● **EXERCISE DESCRIPTION**
In the data, find the word "blocks" and copy out every line that has it.

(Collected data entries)
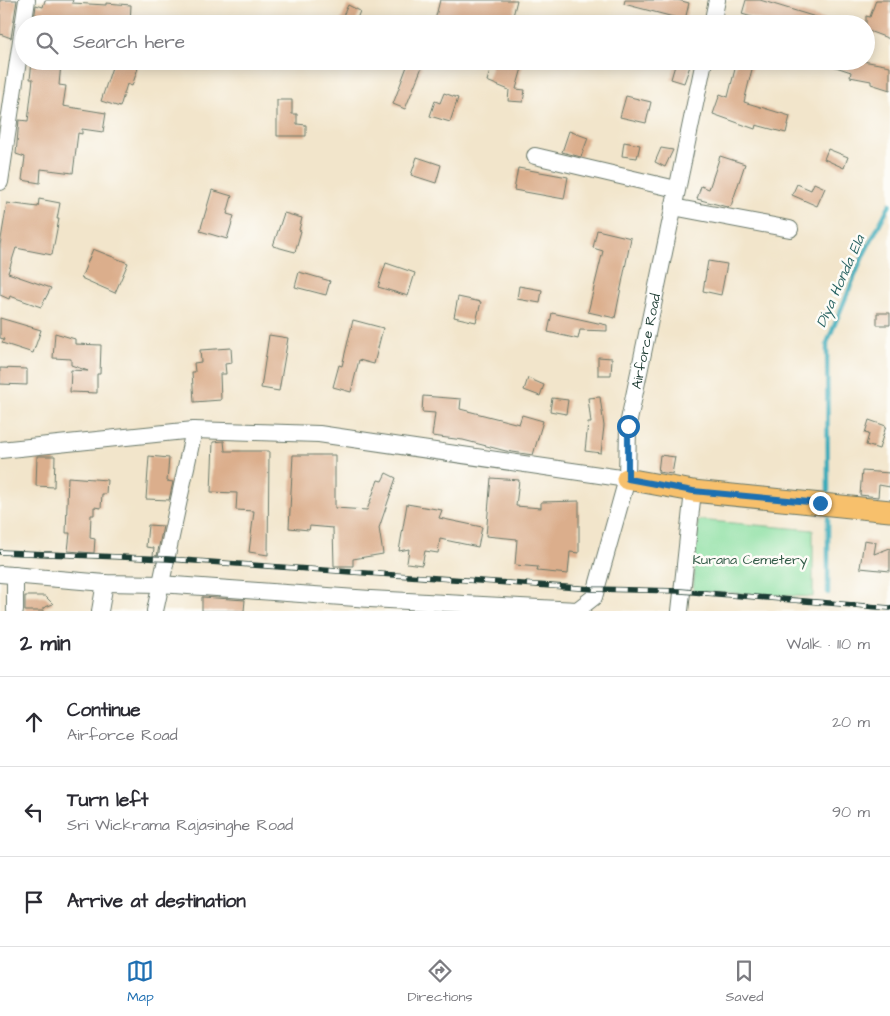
<!DOCTYPE html>
<meta charset="utf-8">
<style>
:root{--surface:#fff;--page:#f2f2f3;--text:#2b2b33;--muted:#7c7c81;--line:#e1e1e2;--accent:#1f6fb2}
body{margin:0;font-family:"Architects Daughter",sans-serif;background:var(--page);color:var(--text)}
.stop{position:absolute;width:15px;height:15px;margin:-11px;border:4px solid #1f6fb2;border-radius:50%;background:#fff}
.stop.end{background:#1f6fb2;border-color:#fff;box-shadow:0 1px 5px #0008}
.list{margin:0;padding:0;list-style:none}
h2{display:flex;justify-content:space-between;align-items:center;height:65px;margin:0;padding:0 20px;font-size:21px}
h2 small{font-size:16px;font-weight:400;color:var(--muted)}
.list li{display:grid;grid-template-columns:32px 1fr auto;gap:15px;align-items:center;box-sizing:border-box;height:90px;padding:0 20px;border-top:1px solid var(--line)}
.list b{display:block;font-size:19px;white-space:nowrap}
.list p{margin:0;font-size:16px;white-space:nowrap;color:var(--muted)}
.list em{font-size:16px;font-style:normal;color:var(--muted)}
.icon{flex:none;width:28px;height:28px;fill:none;stroke:currentColor;stroke-width:2;stroke-linecap:round;stroke-linejoin:round}
.map{position:relative;flex:none;width:890px;height:611px;overflow:hidden}
.search{position:absolute;background:var(--surface);box-shadow:0 2px 12px #0003;left:15px;right:15px;top:15px;height:55px;display:flex;align-items:center;gap:12px;box-sizing:border-box;padding:0 18px;border-radius:28px;color:var(--muted);font-size:19px}
.sheet{height:335px;background:var(--surface)}
nav{display:flex;justify-content:space-around;align-items:center;box-sizing:border-box;height:70px;border-top:1px solid var(--line);background:var(--surface);font-size:14px;color:var(--muted)}
nav a{display:grid;justify-items:center;gap:2px}
nav .on{color:var(--accent)}
.map>svg:first-child{display:block}
</style>
<div class="map">
<svg width="890" height="611" viewBox="0 0 890 611">
<rect width="100%" height="100%" fill="#fdfcf7"/>
<filter id="ink" filterUnits="userSpaceOnUse"><feTurbulence type="fractalNoise" baseFrequency=".02" numOctaves="2"/><feDisplacementMap in="SourceGraphic" scale="10" xChannelSelector="R" yChannelSelector="G"/><feConvolveMatrix kernelMatrix="1 2 1 2 8 2 1 2 1" color-interpolation-filters="sRGB"/></filter>
<filter id="wash" filterUnits="userSpaceOnUse"><feTurbulence type="fractalNoise" baseFrequency=".0096" numOctaves="4" result="noise"/><feDisplacementMap in="SourceGraphic" scale="20" xChannelSelector="R" yChannelSelector="G"/><feGaussianBlur stdDeviation="1.12" result="paint"/><feColorMatrix in="noise" values="0 0 0 0 0 0 0 0 0 0 0 0 0 0 0 0 0 1.4 0 .05"/><feComposite in="paint" operator="in"/></filter>
<g filter="url(#wash)">
<rect width="100%" height="100%" fill="#f2e5cb"/>
<path fill="#8bdfa2" stroke="#558e6b" d="M 698,520 L 813,530 L 813,597 L 693,591 Z"/>
<g fill="none" stroke-linecap="round" stroke-linejoin="round">
<path stroke="#3babb9" stroke-width="4.5" d="M 828,491 L 827,343 L 864,254 L 890,204
M 828,518 L 828,593"/>
</g>
<g id="blocks">
<path fill="#dbae8c" d="M 0,0 L 17,0 L 11,38 L 0,34 Z
M 45,0 L 73,0 L 72,3 L 106,5 L 106,3 L 131,5 L 130,24 L 53,24 L 34,20 L 36,5 L 43,7 Z
M 440,0 L 517,0 L 511,24 L 434,24 Z
M 625,0 L 678,0 L 689,3 L 685,20 L 624,4 Z
M 746,0 L 760,0 L 829,21 L 828,24 L 774,24 L 742,14 Z
M 876,0 L 890,0 L 890,39 L 866,30 L 866,16 L 870,17 Z
M 348,5 L 360,11 L 355,24 L 339,24 Z
M 114,61 L 138,68 L 132,86 L 127,84 L 120,107 L 101,101 Z
M 409,61 L 422,67 L 405,109 L 393,104 Z
M 493,61 L 524,61 L 516,89 L 525,90 L 523,102 L 508,101 L 509,90 L 487,81 Z
M 737,61 L 754,61 L 744,102 L 790,116 L 786,133 L 756,125 L 755,129 L 713,114 L 720,94 L 728,97 Z
M 827,61 L 863,61 L 890,66 L 890,90 L 871,84 L 871,81 L 850,77 L 851,72 L 827,64 Z
M 32,62 L 61,64 L 59,85 L 66,86 L 63,106 L 106,113 L 103,132 L 82,129 L 82,134 L 78,133 L 73,173 L 41,169 L 40,183 L 22,180 L 25,157 L 16,154 L 19,120 L 28,121 L 33,79 L 30,79 Z
M 676,62 L 690,66 L 684,83 L 671,79 Z
M 444,93 L 458,98 L 450,122 L 430,116 L 435,101 L 440,103 Z
M 626,96 L 651,102 L 646,123 L 620,117 Z
M 277,100 L 292,100 L 292,114 L 297,114 L 297,124 L 306,125 L 306,136 L 277,136 Z
M 569,131 L 588,138 L 581,157 L 562,152 Z
M 624,142 L 640,145 L 637,158 L 622,156 Z
M 661,148 L 673,150 L 665,167 L 655,162 Z
M 828,149 L 848,157 L 844,168 L 824,159 Z
M 720,156 L 745,164 L 731,206 L 727,207 L 697,199 L 701,186 L 709,189 Z
M 417,157 L 441,165 L 436,183 L 411,175 Z
M 518,168 L 568,177 L 564,199 L 514,190 Z
M 814,183 L 825,188 L 817,206 L 792,195 L 797,184 L 811,190 Z
M 212,190 L 232,196 L 227,214 L 234,216 L 227,239 L 200,231 Z
M 39,199 L 60,203 L 57,219 L 59,219 L 52,255 L 16,248 L 8,273 L 51,288 L 41,307 L 10,296 L 9,299 L 0,295 L 0,245 L 7,203 L 38,207 Z
M 284,213 L 302,218 L 299,230 L 301,231 L 295,252 L 273,246 Z
M 597,230 L 631,238 L 615,318 L 588,312 L 603,251 L 593,248 Z
M 93,249 L 128,263 L 115,293 L 81,278 Z
M 708,261 L 727,264 L 721,295 L 703,291 Z
M 386,263 L 415,273 L 408,296 L 378,287 Z
M 299,272 L 330,281 L 326,295 L 295,287 Z
M 519,286 L 542,290 L 540,303 L 517,299 Z
M 458,297 L 481,302 L 476,322 L 454,317 Z
M 552,313 L 607,325 L 607,331 L 580,330 L 578,339 L 548,332 Z
M 877,313 L 890,313 L 890,325 L 877,325 Z
M 0,318 L 41,330 L 33,353 L 2,343 L 4,339 L 0,338 Z
M 353,320 L 383,328 L 374,364 L 359,360 L 351,392 L 333,387 L 339,365 L 342,366 Z
M 55,333 L 75,339 L 75,344 L 101,345 L 100,374 L 97,374 L 97,393 L 70,392 L 71,370 L 88,371 L 71,365 L 71,359 L 53,358 Z
M 269,335 L 288,338 L 279,391 L 261,388 Z
M 231,348 L 232,363 L 225,364 L 226,374 L 220,374 L 221,400 L 194,402 L 192,372 L 195,372 L 194,363 L 201,362 L 200,350 Z
M 598,357 L 612,358 L 611,375 L 598,375 Z
M 0,368 L 27,369 L 27,385 L 0,384 Z
M 528,378 L 544,385 L 540,396 L 524,390 Z
M 423,396 L 461,399 L 460,409 L 519,424 L 522,415 L 543,421 L 533,455 L 506,451 L 463,440 L 432,436 L 435,413 L 422,412 Z
M 600,397 L 604,426 L 601,453 L 585,451 L 588,423 L 591,423 L 588,398 Z
M 552,398 L 568,400 L 566,414 L 550,411 Z
M 869,420 L 886,426 L 879,449 L 866,445 L 869,434 L 865,433 Z
M 224,441 L 225,451 L 269,451 L 268,555 L 249,552 L 254,511 L 236,510 L 237,493 L 211,492 L 213,442 Z
M 293,455 L 335,455 L 335,508 L 367,510 L 378,480 L 382,481 L 386,473 L 396,478 L 379,528 L 383,554 L 353,559 L 353,566 L 334,566 L 333,528 L 310,526 L 309,530 L 289,528 Z
M 660,455 L 675,457 L 672,474 L 658,472 Z
M 37,456 L 55,456 L 54,487 L 36,486 Z
M 149,456 L 169,458 L 167,481 L 173,482 L 169,500 L 146,499 Z
M 862,471 L 890,473 L 890,487 L 879,485 L 878,497 L 860,495 Z
M 68,477 L 107,480 L 106,494 L 102,494 L 101,508 L 94,507 L 94,515 L 91,515 L 90,538 L 95,539 L 94,553 L 68,551 L 70,533 L 66,533 Z
M 491,478 L 519,480 L 516,506 L 541,508 L 541,502 L 579,501 L 579,553 L 570,552 L 568,574 L 537,571 L 538,567 L 515,565 L 517,539 L 486,536 Z
M 407,504 L 442,510 L 439,518 L 482,527 L 478,547 L 440,539 L 438,553 L 425,551 L 422,565 L 407,563 L 409,549 L 399,551 Z
M 148,525 L 163,526 L 157,556 L 153,556 L 154,548 L 146,547 Z
M 864,540 L 876,542 L 874,554 L 890,548 L 890,571 L 860,568 Z
M 25,596 L 45,596 L 53,604 L 43,608 L 43,611 L 25,611 Z
M 202,597 L 245,600 L 244,611 L 202,611 Z"/>
</g>
</g>
<g filter="url(#ink)">
<use href="#blocks" fill-opacity="0" stroke="#697869" stroke-width="1"/>
<g fill="none" stroke-linecap="round" stroke-linejoin="round">
<defs>
<g id="minor">
<path d="M 712,24 L 717,0"/>
<path d="M 535,156 L 676,189"/>
<path d="M 0,182 L 27,0"/>
<path d="M 673,207 L 790,229"/>
<path d="M 0,450 L 194,430 L 319,434 L 627,479"/>
<path d="M 0,574 L 105,583 L 160,584 L 370,599 L 577,610"/>
<path d="M 15,611 L 15,575"/>
<path d="M 100,611 L 105,583"/>
<path d="M 155,611 L 194,430"/>
<path id="s1" d="M 576,611 L 594,597 L 627,479 L 628,425 L 704,61"/>
<path d="M 680,611 L 693,491"/>
</g>
<path id="major" d="M 627,479 L 693,491 L 890,511"/>
</defs>
<use href="#minor" stroke="#697869" stroke-width="18"/>
<use href="#major" stroke="#697869" stroke-width="23"/>
<use href="#minor" stroke="#fff" stroke-width="16"/>
<use href="#major" stroke="#f7c06c" stroke-width="21"/>
<defs>
<path id="rail" d="M 0,552 L 168,559 L 593,589 L 681,591 L 890,608"/>
</defs>
<use href="#rail" stroke="#1f3d34" stroke-width="5.5"/>
<use href="#rail" stroke="#fdfcf7" stroke-width="4" stroke-dasharray="11" stroke-linecap="butt"/>
</g>
</g>
<g fill="none" stroke-linecap="round" stroke-linejoin="round" filter="url(#ink)">
<path stroke="#1f6fb2" stroke-width="6" d="M 628,426 L 628,479 L 693,491 L 820,503"/>
</g>
<g text-anchor="middle" stroke-width="5" stroke-linejoin="round" paint-order="stroke">
<g font-size="14" fill="#1f3d34" stroke="#fdfcf7">
<text dy="5" stroke="none"><textPath href="#s1" startOffset="285">Airforce Road</textPath></text>
</g>
<g font-size="14" fill="#355d4a" stroke="#fdfcf7">
<text x="750" y="564">Kurana Cemetery</text>
</g>
<g font-size="15" font-style="italic" fill="#296463" stroke="#fdfcf7">
<text transform="translate(840 281) rotate(-66)" y="5">Diya Honda Ela</text>
</g>
</g>
</svg>
<div class="stop" style="left:628px;top:426px"></div>
<div class="stop end" style="left:820px;top:503px"></div>
<div class="search"><svg class="icon" aria-label="search" viewBox="0 0 24 24"><circle cx="10" cy="10" r="6"/><path d="M15 15l6 6"/></svg>Search here</div>
</div>
<section class="sheet">
<h2>2 min<small>Walk · 110 m</small></h2>
<ul class="list">
<li><svg class="icon" aria-label="ahead" viewBox="0 0 24 24"><path d="M12 20V5M6 11l6-6 6 6"/></svg><div><b>Continue</b><p>Airforce Road</p></div><em>20 m</em></li>
<li><svg class="icon" aria-label="left" viewBox="0 0 24 24"><path d="M17 20v-9H6M10 6l-5 5 5 5"/></svg><div><b>Turn left</b><p>Sri Wickrama Rajasinghe Road</p></div><em>90 m</em></li>
<li><svg class="icon" aria-label="arrive" viewBox="0 0 24 24"><path d="M6 21V4h12l-3 4 3 4H6"/></svg><div><b>Arrive at destination</b></div></li>
</ul>
</section>
<nav>
<a class="on"><svg class="icon" aria-label="map" viewBox="0 0 24 24"><path d="M3 6l6-2 6 2 6-2v14l-6 2-6-2-6 2zM9 4v14M15 6v14"/></svg>Map</a>
<a><svg class="icon" aria-label="directions" viewBox="0 0 24 24"><path d="M12 3l9 9-9 9-9-9zM9 14v-3h6M13 9l2 2-2 2"/></svg>Directions</a>
<a><svg class="icon" aria-label="saved" viewBox="0 0 24 24"><path d="M7 4h10v16l-5-4-5 4z"/></svg>Saved</a>
</nav>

● **ANSWER TO THIS PROBLEM**
<g id="blocks">
<use href="#blocks" fill-opacity="0" stroke="#697869" stroke-width="1"/>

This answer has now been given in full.